Programming heterogeneous, accelerator-based multicore machines: a runtime system's perspective

> Raymond Namyst University of Bordeaux Head of RUNTIME group, INRIA

> > *École CEA-EDF-INRIA 2011* Sophia-Antipolis, June 6-10

Understanding the evolution of parallel machines The end of Moore's law?

- The end of single thread performance increase
  - Clock rate is no longer increasing
    - Thermal dissipation
  - Processor architecture is already very sophisticated
    - Prediction and Prefetching techniques achieve a very high percentage of success
  - Actually, processor complexity is decreasing!
- Question: What circuits should we better add on a die?

#### Understanding the evolution of parallel machines Welcome to the multicore era

- Answer: Multicore chips
  - Several cores instead of one processor
  - Back to complex memory hierarchies
    - Shared caches
      - Organization is vendor-dependent
    - NUMA penalties
  - Clusters can no longer be considered as "flat sets of processors"

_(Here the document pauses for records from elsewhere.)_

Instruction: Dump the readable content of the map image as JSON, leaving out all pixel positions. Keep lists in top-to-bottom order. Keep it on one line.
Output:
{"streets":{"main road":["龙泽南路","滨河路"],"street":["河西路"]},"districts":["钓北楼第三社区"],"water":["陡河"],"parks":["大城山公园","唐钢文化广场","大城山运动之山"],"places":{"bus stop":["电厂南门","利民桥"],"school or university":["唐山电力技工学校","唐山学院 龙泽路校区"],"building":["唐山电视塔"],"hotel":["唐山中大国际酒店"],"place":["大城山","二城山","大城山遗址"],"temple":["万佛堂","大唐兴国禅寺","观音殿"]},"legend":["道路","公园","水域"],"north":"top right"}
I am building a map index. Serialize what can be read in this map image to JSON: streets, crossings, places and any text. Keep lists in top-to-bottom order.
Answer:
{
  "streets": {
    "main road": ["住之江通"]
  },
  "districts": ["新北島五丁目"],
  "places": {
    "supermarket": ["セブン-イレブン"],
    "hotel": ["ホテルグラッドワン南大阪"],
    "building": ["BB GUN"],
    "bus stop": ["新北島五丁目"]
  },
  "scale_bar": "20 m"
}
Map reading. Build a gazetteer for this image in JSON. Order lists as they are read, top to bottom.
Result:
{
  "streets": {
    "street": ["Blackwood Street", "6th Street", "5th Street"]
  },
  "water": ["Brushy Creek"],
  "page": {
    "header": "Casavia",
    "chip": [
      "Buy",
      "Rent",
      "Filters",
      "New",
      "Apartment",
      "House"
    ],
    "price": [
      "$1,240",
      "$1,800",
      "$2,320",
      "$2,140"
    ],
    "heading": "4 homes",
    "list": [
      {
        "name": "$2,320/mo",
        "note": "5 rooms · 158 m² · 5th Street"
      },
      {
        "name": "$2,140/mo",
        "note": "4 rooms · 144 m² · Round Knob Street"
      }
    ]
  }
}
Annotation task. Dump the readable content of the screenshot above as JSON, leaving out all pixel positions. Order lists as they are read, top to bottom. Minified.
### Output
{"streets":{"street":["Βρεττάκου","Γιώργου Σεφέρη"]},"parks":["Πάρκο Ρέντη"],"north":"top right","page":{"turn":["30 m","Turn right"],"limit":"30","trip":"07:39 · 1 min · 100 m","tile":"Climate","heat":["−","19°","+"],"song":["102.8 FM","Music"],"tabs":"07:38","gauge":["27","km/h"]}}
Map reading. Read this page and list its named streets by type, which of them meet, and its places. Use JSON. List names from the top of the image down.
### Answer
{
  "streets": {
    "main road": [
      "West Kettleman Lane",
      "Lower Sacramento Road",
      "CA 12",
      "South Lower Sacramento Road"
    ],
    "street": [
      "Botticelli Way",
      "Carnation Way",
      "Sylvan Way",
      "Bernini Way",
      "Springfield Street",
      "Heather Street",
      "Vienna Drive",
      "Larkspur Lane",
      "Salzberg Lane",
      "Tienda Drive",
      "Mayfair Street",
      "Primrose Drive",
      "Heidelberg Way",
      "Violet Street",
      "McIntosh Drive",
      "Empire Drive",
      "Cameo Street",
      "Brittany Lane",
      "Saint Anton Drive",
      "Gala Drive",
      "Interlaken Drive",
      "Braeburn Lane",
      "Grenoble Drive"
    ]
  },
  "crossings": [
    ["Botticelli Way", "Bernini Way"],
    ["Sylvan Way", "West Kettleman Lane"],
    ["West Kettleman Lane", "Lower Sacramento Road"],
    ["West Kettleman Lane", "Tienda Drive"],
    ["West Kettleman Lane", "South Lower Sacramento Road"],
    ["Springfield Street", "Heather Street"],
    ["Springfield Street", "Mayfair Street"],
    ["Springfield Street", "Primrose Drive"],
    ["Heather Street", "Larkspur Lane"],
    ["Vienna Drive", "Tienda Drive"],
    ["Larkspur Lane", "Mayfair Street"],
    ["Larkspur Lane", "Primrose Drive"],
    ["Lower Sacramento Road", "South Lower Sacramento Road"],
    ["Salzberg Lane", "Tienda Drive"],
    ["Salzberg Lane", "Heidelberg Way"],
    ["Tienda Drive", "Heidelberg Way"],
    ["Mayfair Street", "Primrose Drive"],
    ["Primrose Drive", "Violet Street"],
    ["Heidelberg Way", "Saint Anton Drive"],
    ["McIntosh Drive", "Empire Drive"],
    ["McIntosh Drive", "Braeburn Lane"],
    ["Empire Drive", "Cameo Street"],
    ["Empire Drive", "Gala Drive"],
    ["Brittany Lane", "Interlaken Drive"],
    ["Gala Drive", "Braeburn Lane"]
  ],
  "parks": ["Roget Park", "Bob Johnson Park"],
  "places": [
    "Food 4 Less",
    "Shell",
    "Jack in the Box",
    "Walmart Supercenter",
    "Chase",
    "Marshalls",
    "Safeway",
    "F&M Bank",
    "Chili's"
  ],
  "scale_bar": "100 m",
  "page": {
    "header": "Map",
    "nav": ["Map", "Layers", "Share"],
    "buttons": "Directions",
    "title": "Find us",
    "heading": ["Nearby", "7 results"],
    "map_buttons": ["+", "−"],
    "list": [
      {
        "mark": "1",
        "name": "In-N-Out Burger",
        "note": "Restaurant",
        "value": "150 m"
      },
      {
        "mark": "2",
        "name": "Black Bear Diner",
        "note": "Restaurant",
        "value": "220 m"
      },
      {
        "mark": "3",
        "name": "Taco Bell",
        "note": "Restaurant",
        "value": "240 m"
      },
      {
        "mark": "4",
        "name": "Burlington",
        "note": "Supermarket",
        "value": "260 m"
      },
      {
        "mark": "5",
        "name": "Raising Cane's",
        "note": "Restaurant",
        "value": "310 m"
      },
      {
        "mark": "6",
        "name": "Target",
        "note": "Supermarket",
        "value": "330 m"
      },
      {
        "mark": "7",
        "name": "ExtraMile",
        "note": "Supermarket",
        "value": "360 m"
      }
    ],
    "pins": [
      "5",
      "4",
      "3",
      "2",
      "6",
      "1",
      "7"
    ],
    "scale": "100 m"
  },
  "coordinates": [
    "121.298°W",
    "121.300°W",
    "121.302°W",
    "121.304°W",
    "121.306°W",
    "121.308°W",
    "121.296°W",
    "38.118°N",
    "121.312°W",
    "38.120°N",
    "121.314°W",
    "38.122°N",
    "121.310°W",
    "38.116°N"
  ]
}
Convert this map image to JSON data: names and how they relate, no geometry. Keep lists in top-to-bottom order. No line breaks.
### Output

#### Understanding the evolution of parallel machines Multicore is a solid trend

- More performance = more cores
  - Toward embarrassingly parallel machines?
- Designing scalable multicore architectures
  - > 3D stacked memory
  - Non-coherent cache architectures
    - Intel SCC
    - IBM Cell/BE





#### Understanding the evolution of parallel machines Average number of cores per top20 supercomputer



#### Heterogeneous computing is here And portable programming is getting harder...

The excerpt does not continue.